Comme beaucoup de clandestins installés en Suisse depuis plusieurs années, sa situation évolue progressivement de la clandestinité totale à une sorte de zone grise. Dès 2007, elle paye des impôts et ses employeurs financent ses cotisations sociales, à travers l’organisation Chèque service qui permet de déclarer femme de ménage, nounou et tout autre employé de maison. A l’époque, tous connaissaient sa situation. S’en sont-ils préoccupés? «Nous n’avons jamais abordé le sujet, confiet-elle l’air perplexe. Chacun jouait son rôle sans poser de questions. Ils m’ont toujours respectée, payée à temps. Ma situation personnelle, ce n’était simplement pas leur problème.»
Pourquoi n’a-t-elle pas tenté de se régulariser? La crainte d’un refus susceptible d’entraîner un renvoi, le processus long, coûteux, sans aucune garantie, la paralysent. «J’ai tenté de réunir quelques documents dès 2014, mais je ne suis pas allée jusqu’au bout des démarches», souffle-t-elle.
Cette existence faite de petits boulots, de débrouillardise, de prudence et de conversations téléphoniques alignées sur le fuseau horaire bolivien se fige brutalement un matin de mars 2017. Maritza apprend l’existence du programme Papyrus qui vise à faciliter la régularisation des sans-papiers, en croisant un ami au hasard. Le nom l’intrigue, elle se renseigne. Seule sans enfants, elle doit justifier 10 ans de résidence en Suisse sans interruption. Autres critères: avoir un emploi, être indépendante financièrement, ne faire l’objet d’aucune condamnation pénale et détenir un bon niveau de français.

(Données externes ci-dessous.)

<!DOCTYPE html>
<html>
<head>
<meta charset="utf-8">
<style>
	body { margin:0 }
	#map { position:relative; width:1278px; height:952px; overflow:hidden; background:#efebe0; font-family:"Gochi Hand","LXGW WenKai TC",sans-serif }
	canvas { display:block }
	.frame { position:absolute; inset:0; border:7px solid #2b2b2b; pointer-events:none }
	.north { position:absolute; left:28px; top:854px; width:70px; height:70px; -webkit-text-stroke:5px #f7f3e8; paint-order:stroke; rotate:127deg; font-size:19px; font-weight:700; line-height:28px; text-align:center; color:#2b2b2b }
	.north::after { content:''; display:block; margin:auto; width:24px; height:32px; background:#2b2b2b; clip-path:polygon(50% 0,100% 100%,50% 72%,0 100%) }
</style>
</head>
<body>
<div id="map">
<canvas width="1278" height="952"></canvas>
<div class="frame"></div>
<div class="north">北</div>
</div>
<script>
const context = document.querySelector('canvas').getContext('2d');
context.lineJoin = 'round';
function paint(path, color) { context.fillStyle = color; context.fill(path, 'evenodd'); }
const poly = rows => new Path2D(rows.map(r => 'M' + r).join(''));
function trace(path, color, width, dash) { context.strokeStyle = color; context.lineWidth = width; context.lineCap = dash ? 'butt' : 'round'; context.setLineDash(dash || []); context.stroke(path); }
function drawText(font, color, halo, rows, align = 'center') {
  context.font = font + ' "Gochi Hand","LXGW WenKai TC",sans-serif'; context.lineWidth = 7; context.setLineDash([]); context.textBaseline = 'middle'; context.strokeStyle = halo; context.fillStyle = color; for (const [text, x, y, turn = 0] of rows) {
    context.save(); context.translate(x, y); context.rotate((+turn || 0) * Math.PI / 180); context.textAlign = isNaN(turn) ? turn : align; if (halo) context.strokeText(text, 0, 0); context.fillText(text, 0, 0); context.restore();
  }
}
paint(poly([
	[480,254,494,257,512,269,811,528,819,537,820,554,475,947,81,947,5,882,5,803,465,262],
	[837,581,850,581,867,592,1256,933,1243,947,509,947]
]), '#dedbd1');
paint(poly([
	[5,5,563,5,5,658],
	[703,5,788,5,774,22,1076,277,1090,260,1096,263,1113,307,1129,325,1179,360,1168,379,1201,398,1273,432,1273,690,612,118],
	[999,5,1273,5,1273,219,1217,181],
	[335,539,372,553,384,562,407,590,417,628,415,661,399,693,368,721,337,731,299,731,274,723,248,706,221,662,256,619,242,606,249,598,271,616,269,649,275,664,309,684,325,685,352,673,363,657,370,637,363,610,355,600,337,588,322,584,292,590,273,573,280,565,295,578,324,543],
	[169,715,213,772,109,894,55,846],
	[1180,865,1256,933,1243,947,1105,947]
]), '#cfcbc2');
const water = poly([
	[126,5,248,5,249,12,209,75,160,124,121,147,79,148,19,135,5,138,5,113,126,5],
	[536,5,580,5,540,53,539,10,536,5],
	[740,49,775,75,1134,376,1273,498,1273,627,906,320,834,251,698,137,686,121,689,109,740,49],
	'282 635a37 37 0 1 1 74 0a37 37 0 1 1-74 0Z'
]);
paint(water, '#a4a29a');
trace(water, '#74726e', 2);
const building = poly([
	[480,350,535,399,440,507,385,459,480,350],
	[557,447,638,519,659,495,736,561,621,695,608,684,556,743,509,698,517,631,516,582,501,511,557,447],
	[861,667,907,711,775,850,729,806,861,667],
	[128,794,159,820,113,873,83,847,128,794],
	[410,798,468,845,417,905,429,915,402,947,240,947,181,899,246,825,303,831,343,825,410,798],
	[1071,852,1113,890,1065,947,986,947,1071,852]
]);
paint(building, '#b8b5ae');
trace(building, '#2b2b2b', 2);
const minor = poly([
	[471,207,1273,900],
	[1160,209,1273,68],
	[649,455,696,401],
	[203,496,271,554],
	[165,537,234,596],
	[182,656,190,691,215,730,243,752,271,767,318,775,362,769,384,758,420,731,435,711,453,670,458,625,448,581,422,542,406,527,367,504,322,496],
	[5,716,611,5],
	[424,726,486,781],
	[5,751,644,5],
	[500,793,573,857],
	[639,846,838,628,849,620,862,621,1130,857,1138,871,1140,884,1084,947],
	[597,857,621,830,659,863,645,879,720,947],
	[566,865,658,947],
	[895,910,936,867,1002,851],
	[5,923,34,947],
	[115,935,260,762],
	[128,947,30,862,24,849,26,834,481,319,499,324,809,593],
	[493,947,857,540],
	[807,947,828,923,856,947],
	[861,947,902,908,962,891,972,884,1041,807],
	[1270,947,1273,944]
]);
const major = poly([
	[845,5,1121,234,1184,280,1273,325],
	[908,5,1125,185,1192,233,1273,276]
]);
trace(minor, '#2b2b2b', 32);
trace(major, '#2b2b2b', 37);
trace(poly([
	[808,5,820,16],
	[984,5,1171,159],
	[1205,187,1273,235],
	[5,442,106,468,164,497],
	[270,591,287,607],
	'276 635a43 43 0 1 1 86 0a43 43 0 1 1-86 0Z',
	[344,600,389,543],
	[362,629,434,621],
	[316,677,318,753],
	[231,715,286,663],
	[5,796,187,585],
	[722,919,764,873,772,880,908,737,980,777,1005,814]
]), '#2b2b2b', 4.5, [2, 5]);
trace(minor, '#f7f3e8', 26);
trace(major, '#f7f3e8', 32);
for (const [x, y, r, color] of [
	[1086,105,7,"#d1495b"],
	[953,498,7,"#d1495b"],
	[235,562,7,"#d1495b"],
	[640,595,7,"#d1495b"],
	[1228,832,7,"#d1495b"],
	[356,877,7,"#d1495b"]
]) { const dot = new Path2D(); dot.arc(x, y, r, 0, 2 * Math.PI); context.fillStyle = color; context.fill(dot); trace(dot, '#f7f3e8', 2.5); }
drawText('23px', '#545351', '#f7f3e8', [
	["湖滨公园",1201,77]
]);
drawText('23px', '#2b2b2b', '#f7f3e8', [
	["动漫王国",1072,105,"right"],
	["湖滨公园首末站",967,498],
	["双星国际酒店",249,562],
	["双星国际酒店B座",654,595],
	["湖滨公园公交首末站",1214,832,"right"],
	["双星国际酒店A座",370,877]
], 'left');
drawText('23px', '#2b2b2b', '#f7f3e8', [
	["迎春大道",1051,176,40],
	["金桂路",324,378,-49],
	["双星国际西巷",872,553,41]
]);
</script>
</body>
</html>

A ce moment-là, elle travaille chez sa patronne actuelle, une octogénaire domiciliée à Vandoeuvres, qui lui attribue une petite dépendance dans le jardin. «Madame» a la santé fragile et nécessite une présence quotidienne. Maritza rassure, accompagne.
Il est trop tard pour la séance d’information au Palladium où syndicats et associations ont accueilli des centaines de travailleurs clandestins fin février. Qu’importe. En trois semaines, la jeune femme réunit minutieusement tous les documents susceptibles de prouver sa présence sur le territoire helvétique. Extraits de compte bancaire, abonnements de bus, fiches de salaire, même une déclaration d’hôpital datant de 2005. Des bouts de papier qui retracent 13 ans de vie. «A la fin, la pile était énorme», se sourit-elle. Sa patronne appuie sa demande d’une lettre.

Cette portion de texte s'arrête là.